KINGSTON, R.I., October 4, 2016—When Joanna N. Ravello graduated from Hope High School more than two decades ago, she wasn’t prepared for college. The University of Rhode Island stepped in to provide much-needed academic and community support and now the 43-year-old Providence resident is giving back in her new role in the Office of Community, Equity and Diversity.
On Sept. 19, Ravello started her job as director of community and organizational development. Through her leadership and organizational skills, she’s responsible for fostering a sense of community and strengthening inclusiveness on campus.
“I’m extremely excited about my new position,’’ she says. “For years, I’ve helped students at URI on an individual basis, which was very fulfilling. Now I’m working at a broader level to ensure that the University is moving forward with its social justice goals.’’
Born in Trinidad and Tobago, islands off the coast of South America, Ravello and her family moved to Providence when she was 6 years old to live with her grandmother, who worked as a home care aide. She attended grade school on the East Side and middle school at the First Baptist Christian School in West Warwick. After graduating from Providence’s Hope High School in 1991, she spent a year in URI’s College Readiness Program preparing for University-level studies.
“I just wasn’t ready for college, and URI reached out to help,’’ she says. “It was a wonderful experience that opened doors and set me on my way.’’
She enrolled at URI in 1992, graduating five years later with a bachelor’s degree in human development and family studies, with minors in women’s studies and sociology. It was at URI where she developed a passion for social justice and righting wrongs.
“Thanks to my professors, I discovered that I wanted to explore issues of inequality for women and other underrepresented groups,’’ she says. “I always had a sense that things weren’t fair for certain groups in this country, but I didn’t have a language to express it. URI changed that.’’

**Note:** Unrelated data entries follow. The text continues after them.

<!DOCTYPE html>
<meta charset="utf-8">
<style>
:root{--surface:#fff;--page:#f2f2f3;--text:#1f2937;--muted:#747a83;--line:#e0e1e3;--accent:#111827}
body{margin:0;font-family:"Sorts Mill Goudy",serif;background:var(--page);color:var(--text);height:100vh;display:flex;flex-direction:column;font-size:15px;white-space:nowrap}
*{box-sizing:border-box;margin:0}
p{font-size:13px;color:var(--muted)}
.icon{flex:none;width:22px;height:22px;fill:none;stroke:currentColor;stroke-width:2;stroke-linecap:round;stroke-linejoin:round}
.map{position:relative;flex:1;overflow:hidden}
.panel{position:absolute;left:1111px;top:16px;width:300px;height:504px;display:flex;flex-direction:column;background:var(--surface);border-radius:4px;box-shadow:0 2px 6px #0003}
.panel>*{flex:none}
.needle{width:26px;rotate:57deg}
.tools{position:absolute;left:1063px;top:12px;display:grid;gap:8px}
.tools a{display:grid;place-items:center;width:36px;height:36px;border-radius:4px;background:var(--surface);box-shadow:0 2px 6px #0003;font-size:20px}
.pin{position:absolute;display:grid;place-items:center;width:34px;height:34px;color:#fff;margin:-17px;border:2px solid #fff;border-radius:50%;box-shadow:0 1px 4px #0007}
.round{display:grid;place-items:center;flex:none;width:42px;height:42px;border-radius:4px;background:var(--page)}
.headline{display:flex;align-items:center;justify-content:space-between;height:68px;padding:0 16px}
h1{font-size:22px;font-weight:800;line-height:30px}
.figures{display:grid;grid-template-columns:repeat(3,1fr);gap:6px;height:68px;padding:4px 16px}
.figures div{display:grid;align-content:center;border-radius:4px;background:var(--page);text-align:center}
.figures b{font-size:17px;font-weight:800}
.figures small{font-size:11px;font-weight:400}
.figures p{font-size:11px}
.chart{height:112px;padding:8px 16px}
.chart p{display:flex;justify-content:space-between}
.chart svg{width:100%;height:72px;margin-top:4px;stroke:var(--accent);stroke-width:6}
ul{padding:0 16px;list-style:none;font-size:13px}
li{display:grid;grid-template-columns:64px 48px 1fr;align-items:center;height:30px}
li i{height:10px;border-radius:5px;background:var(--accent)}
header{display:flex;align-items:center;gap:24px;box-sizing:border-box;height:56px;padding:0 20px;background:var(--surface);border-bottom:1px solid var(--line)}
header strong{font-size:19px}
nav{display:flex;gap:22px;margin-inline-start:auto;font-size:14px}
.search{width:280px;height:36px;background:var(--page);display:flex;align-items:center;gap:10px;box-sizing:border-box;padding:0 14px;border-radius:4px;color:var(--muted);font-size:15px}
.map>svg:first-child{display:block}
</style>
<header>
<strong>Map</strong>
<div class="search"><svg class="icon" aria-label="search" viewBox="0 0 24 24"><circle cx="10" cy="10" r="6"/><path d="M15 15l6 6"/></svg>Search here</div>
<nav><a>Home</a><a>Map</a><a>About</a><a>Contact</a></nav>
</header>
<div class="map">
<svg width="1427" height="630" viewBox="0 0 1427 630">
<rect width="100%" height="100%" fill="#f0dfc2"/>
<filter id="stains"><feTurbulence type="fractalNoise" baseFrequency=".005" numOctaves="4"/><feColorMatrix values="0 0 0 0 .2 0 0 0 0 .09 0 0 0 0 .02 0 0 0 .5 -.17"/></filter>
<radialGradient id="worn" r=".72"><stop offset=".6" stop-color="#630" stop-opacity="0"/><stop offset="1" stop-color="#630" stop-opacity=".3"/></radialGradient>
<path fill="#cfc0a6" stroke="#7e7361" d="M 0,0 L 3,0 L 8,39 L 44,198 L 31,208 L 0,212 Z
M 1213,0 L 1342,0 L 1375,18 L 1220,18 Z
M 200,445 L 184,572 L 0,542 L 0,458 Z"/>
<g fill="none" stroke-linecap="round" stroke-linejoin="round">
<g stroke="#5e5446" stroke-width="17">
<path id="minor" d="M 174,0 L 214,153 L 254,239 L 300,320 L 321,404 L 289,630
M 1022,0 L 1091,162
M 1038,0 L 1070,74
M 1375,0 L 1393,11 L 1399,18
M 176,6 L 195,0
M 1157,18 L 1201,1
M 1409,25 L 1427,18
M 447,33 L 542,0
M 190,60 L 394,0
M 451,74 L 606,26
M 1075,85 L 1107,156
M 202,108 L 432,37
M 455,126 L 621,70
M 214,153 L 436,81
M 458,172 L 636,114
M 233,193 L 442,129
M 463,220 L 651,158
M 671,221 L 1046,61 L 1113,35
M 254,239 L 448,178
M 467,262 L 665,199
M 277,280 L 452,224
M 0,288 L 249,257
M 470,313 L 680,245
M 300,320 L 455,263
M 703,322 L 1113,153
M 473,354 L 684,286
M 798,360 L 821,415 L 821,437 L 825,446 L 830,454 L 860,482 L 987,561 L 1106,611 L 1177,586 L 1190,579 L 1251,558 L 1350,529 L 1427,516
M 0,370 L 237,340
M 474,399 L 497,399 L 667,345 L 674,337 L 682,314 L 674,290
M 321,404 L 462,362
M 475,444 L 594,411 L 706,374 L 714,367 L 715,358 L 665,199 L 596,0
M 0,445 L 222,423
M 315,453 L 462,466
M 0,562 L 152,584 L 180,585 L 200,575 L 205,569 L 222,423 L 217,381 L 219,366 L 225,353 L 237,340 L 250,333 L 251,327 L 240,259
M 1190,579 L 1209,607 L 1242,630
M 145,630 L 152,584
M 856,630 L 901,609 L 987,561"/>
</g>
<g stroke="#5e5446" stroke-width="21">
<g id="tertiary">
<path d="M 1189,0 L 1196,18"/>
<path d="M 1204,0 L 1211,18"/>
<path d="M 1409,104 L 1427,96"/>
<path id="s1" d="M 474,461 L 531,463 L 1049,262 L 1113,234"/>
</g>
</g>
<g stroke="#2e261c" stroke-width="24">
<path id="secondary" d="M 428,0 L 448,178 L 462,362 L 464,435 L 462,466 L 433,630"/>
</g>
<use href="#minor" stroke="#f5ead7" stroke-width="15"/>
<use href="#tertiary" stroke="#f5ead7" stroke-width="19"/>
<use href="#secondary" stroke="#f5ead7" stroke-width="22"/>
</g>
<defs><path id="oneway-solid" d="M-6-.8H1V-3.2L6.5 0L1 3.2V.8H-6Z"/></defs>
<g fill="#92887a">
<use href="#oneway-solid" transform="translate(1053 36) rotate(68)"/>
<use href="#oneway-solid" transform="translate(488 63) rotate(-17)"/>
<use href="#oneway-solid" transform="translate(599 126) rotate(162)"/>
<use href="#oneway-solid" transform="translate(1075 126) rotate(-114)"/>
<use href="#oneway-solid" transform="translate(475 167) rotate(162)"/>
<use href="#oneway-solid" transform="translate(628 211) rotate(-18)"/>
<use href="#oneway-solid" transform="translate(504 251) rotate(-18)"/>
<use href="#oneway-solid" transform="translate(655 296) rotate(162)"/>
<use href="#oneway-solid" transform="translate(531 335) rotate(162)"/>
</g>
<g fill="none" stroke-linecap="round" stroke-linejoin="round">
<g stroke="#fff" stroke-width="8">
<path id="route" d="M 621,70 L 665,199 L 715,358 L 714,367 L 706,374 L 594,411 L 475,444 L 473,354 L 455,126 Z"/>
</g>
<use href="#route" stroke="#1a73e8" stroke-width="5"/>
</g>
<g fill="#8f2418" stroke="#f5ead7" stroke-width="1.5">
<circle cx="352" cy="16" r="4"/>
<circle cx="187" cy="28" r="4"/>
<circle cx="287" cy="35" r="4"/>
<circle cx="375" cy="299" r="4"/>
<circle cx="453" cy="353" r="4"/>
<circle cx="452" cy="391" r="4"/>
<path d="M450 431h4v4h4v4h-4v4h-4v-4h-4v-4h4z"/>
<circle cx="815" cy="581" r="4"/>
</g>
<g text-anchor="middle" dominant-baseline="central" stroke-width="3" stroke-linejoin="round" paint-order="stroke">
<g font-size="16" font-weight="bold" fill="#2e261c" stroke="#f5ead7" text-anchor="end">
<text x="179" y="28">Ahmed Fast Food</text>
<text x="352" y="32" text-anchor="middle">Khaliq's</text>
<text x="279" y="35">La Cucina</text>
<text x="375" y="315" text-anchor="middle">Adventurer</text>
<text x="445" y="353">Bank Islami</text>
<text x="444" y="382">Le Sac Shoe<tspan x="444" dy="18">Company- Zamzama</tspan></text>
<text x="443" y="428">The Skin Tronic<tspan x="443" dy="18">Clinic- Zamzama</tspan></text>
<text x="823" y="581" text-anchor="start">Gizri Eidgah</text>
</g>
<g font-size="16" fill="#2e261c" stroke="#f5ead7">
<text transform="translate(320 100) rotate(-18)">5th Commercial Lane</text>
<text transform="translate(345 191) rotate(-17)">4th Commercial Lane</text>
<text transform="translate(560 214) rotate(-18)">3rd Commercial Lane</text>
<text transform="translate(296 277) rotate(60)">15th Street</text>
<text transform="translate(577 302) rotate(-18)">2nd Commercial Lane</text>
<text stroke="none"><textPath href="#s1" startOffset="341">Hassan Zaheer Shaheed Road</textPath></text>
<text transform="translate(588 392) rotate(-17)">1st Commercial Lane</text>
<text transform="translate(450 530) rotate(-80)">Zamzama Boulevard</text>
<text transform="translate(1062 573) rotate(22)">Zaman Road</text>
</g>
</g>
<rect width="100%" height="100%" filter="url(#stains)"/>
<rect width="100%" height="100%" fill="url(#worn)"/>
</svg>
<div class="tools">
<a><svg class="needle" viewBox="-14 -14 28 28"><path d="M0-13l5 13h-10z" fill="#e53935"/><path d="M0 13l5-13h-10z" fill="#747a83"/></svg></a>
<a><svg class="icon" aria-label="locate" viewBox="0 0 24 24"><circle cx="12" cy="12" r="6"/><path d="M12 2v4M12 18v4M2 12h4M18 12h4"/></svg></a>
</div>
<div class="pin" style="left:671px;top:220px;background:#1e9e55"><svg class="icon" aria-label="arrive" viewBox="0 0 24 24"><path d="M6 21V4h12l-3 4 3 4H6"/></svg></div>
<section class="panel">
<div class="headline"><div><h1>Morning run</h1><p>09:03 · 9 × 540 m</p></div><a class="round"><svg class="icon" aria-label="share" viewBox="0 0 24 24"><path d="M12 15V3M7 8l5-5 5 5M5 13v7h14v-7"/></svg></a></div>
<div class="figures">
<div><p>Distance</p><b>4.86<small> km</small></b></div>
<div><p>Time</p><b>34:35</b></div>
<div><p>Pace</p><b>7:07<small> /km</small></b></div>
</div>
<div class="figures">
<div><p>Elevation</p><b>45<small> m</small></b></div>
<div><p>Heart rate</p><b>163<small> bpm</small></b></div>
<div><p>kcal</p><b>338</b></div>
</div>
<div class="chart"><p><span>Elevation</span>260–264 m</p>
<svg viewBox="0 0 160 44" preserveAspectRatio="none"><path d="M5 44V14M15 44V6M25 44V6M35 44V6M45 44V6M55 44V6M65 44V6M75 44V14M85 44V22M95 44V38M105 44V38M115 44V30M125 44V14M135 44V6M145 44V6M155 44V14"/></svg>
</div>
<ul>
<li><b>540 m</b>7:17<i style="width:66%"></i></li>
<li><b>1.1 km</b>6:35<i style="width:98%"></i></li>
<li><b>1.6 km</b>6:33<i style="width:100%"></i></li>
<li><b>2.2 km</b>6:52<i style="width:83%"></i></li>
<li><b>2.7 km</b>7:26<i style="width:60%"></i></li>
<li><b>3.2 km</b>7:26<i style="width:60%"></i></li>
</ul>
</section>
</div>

She went on to earn her master’s degree in college student personnel from URI, eventually landing a job in 2000 as an academic advisor in Talent Development, a highly regarded program at URI that guides disadvantaged students during their college years.
In 2005, she was promoted to assistant director of the program, overseeing the Providence Advising Program, the Guaranteed Admissions Program, and the Recruit and Educate Local At-Risk Adults and Youth Project. Ravello held that job until her new position with the Office of Community, Equity and Diversity. In May 2016, she earned her doctorate in higher education administration from the University of Massachusetts, Boston.
Her scholarly work focuses on the experiences of racially underrepresented students, staff, faculty and administrators in higher education. Her dissertation, “Intersectionality at Work: Black Women Administrators’ Perceptions of Their Work Performance at Predominantly White Institutions,’’ explored black women administrators’ perceptions of their identities in the United States and how they viewed those identities in their work lives.
Over the years, Ravello has taught college-level courses, including “Personal and Career Development,’’ “College Student Development and Learning,’’ “Environmental Theory and Assessment in Higher Education,’’ and “Organizational Development.’’ She is an adjunct faculty member with the Human Development and Family Studies Department.
“The United States was founded on the idea that everyone can get ahead if he or she works hard,’’ says Ravello. “But the reality is that everyone doesn’t get the same opportunities. I feel like I have a role to facilitate possibilities for disadvantaged groups that don’t know how to navigate the system. It’s my duty to give back.’’
Naomi Thompson, associate vice president for the Office of Community, Equity and Diversity, welcomes Ravello: “We are thrilled to have Dr. Ravello join the Community, Equity and Diversity team, as we are confident that she will be instrumental in facilitating the ongoing transformation of our community.”
Ravello’s office is on the first floor of URI’s Multicultural Student Services Center. Visitors are welcome.